Why Not Just Follow Piazza To The Bank?

Bill Plaschke Sporting News

Mike Piazza’s leadership is not the issue. With his stats and his stamina, how can the Dodgers let him get away?

The baseball cynics say none of these guys is worth it. Mike Piazza is worth it.

They say there is not a player alive anymore who can carry a team for an entire summer. Mike Piazza has done it.

They say it is impossible to find a big star today who understands about paying the price. Mike Piazza understands.

In 1988, after being drafted by the Dodgers in the 62nd round as a favor to family friend Tom Lasorda, the 19-year-old Piazza went to the Dodgers’ baseball academy in the Dominican Republic.

He wasn’t ordered to go. He wasn’t even supposed to go. The camp is only for young Dominicans. He went anyway, paid his way, stayed two months, sleeping in cramped dorms, getting sick on strange food, living like a pauper so he could learn about the game’s riches.

“I still think about that sometimes,” he says.

Baseball cynics say owners will balk before making someone the first $100 million player. Half the teams would sign Mike Piazza for that much money right now if he were available. And in seven months, he could be.

Meet baseball’s hottest property, sizzling across America this summer with his shampoo-commercial hair and Popeye arms and trend-setting mustache. Meet that rarest of baseball commodities, the person who defies all stereotypes about the modern star.

Mike Piazza is so good, he is the anti-cynic.

And if you don’t think that is worth something, just watch.

While his main job involves catching for the Dodgers, this year, Piazza will have another task, that of holding both leagues hostage while he figures out his future.

If the Dodgers don’t re-sign him before the end of the season, he will become a free agent.

If Rupert Murdoch doesn’t officially buy the team and get his act together before then - a growing possibility with each day - then Piazza will not be re-signed.

Which means he hits the market this winter. Which means an event previously matched in California only when a bunch of old bearded guys heard someone yell, “Gold!”

The only teams interested in him would want someone containing a little bit of what Mark McGwire and Ken Griffey Jr. and Larry Walker and Frank Thomas can do … while spending 140 games a year crouched behind home plate. In other words, just about everybody.

Only one National League player, Barry Bonds, has more MVP votes than Piazza in this decade. And Piazza has never won the award.

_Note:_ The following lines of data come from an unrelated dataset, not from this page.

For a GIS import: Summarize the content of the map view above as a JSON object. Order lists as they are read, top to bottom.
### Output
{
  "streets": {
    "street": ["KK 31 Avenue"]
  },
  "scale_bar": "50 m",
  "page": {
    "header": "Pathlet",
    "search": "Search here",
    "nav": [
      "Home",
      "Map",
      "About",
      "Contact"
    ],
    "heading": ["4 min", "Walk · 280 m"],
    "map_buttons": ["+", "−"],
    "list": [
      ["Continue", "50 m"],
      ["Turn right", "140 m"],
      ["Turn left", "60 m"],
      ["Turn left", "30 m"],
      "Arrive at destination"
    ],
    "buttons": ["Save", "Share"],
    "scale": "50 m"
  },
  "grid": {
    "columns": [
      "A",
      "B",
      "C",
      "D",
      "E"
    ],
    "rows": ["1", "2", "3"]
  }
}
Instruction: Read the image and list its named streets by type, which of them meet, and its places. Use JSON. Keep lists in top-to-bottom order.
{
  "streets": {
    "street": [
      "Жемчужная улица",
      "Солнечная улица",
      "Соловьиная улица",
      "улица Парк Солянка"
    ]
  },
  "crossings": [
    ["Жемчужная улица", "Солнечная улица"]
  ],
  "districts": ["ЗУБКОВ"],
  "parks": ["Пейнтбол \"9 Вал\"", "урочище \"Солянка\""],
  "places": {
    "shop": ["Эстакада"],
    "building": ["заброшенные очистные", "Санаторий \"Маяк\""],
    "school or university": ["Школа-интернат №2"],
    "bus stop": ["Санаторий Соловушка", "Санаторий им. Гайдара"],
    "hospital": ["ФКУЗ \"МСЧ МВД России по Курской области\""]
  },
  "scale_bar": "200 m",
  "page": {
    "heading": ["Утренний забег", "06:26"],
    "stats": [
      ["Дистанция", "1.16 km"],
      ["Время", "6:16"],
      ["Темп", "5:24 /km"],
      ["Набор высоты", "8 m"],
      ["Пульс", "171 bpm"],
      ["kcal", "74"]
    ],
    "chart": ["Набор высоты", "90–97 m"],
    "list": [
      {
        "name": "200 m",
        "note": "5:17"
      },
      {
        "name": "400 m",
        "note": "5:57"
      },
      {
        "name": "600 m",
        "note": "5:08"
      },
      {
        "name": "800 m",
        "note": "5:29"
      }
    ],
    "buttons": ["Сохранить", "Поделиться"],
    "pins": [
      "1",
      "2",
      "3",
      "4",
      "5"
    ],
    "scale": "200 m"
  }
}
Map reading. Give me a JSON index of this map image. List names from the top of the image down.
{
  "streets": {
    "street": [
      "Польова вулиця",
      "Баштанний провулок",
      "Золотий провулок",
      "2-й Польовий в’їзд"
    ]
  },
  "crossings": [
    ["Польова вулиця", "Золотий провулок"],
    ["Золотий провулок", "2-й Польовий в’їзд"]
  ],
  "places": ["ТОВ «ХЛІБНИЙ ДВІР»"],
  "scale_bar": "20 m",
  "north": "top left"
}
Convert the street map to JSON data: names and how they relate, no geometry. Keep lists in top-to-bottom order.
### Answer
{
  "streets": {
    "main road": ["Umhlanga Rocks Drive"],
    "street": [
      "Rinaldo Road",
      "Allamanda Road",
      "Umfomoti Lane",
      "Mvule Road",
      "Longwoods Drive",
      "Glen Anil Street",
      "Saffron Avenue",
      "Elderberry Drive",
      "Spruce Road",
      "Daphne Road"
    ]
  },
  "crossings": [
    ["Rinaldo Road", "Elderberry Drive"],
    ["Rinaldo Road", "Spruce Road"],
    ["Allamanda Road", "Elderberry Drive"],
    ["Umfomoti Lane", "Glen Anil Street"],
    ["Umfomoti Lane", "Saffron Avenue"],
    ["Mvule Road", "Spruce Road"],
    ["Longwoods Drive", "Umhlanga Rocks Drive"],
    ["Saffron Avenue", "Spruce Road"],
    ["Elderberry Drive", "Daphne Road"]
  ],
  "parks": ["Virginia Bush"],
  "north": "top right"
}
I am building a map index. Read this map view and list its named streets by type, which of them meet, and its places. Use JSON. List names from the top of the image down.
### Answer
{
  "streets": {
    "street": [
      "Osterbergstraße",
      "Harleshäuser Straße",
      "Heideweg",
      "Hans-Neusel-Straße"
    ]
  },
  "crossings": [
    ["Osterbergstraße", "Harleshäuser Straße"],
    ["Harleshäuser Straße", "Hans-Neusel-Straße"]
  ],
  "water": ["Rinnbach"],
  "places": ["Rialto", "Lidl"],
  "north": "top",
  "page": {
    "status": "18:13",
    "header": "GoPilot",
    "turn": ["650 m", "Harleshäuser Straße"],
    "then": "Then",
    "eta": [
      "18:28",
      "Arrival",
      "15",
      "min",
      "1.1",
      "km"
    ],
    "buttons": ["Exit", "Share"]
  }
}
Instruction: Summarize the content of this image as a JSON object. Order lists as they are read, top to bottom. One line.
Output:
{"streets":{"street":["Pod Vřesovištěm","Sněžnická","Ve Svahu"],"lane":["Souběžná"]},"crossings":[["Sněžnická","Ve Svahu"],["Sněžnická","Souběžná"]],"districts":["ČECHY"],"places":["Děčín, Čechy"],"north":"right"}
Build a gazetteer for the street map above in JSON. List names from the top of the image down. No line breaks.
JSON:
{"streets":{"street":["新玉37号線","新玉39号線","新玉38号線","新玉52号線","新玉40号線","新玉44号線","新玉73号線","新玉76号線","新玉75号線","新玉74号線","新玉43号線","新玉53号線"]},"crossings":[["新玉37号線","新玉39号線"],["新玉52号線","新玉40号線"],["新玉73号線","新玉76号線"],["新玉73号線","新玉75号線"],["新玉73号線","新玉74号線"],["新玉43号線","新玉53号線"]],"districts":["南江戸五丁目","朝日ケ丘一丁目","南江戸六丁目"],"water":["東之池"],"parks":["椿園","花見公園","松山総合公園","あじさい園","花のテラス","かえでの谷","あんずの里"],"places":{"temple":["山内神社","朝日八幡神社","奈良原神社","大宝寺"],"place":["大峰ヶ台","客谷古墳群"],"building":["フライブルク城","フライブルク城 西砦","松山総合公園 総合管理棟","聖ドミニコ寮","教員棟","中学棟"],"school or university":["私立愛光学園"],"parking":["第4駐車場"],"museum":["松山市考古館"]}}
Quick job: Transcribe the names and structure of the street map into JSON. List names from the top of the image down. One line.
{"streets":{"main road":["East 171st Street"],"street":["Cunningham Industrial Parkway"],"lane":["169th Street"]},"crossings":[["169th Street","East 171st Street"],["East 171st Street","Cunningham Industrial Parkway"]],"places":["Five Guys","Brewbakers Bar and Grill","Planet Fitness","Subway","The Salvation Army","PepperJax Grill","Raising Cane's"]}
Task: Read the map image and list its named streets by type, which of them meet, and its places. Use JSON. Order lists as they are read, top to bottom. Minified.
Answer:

When he is not on the disabled list, he will play 150 games a year. He has four consecutive non-strike season totals of at least 32 home runs and 93 RBIs.

And last September, when many other Dodgers were contributing to their annual collapse? Piazza was hitting .406 with eight home runs and 27 RBIs.

But that leads to the question that Murdoch’s people will soon ponder: Why give $100 million to someone who hasn’t led his team to a World Series … or even one playoff win?

Some feel Piazza lacks proper leadership qualities, sometimes worrying about his own statistics ahead of the team’s. He has been accused of ruining victory celebrations by bemoaning his own poor play. And your point is … ?

If you can get a catcher to play that many games and drive in that many runs, why can’t we just let him do that? Why can’t the leader be somebody who doesn’t have the team on his back and his head in a mask?

If the Dodgers don’t sign him because they are worried about his leadership, then they deserve their probable post-Piazza finish of last place. If Murdoch doesn’t plan on re-signing Piazza for any reason, then he shouldn’t complete the purchase of the team.

“You lead according to your personality,” Piazza said after an early spring game. “Guys can smell a fake. For me to be a rah-rah guy, that’s not me. I lead other ways.”

Piazza had just caught nine innings, without complaint, in the third exhibition game. Some stars don’t play nine in any spring game. Piazza had just eluded hordes of autograph seekers, not to pose for some photo layout, but to run wind sprints with the minor-league catchers.

“Snuck out again,” said a cynical fan.

Fooled ‘em again, said the catcher’s smile.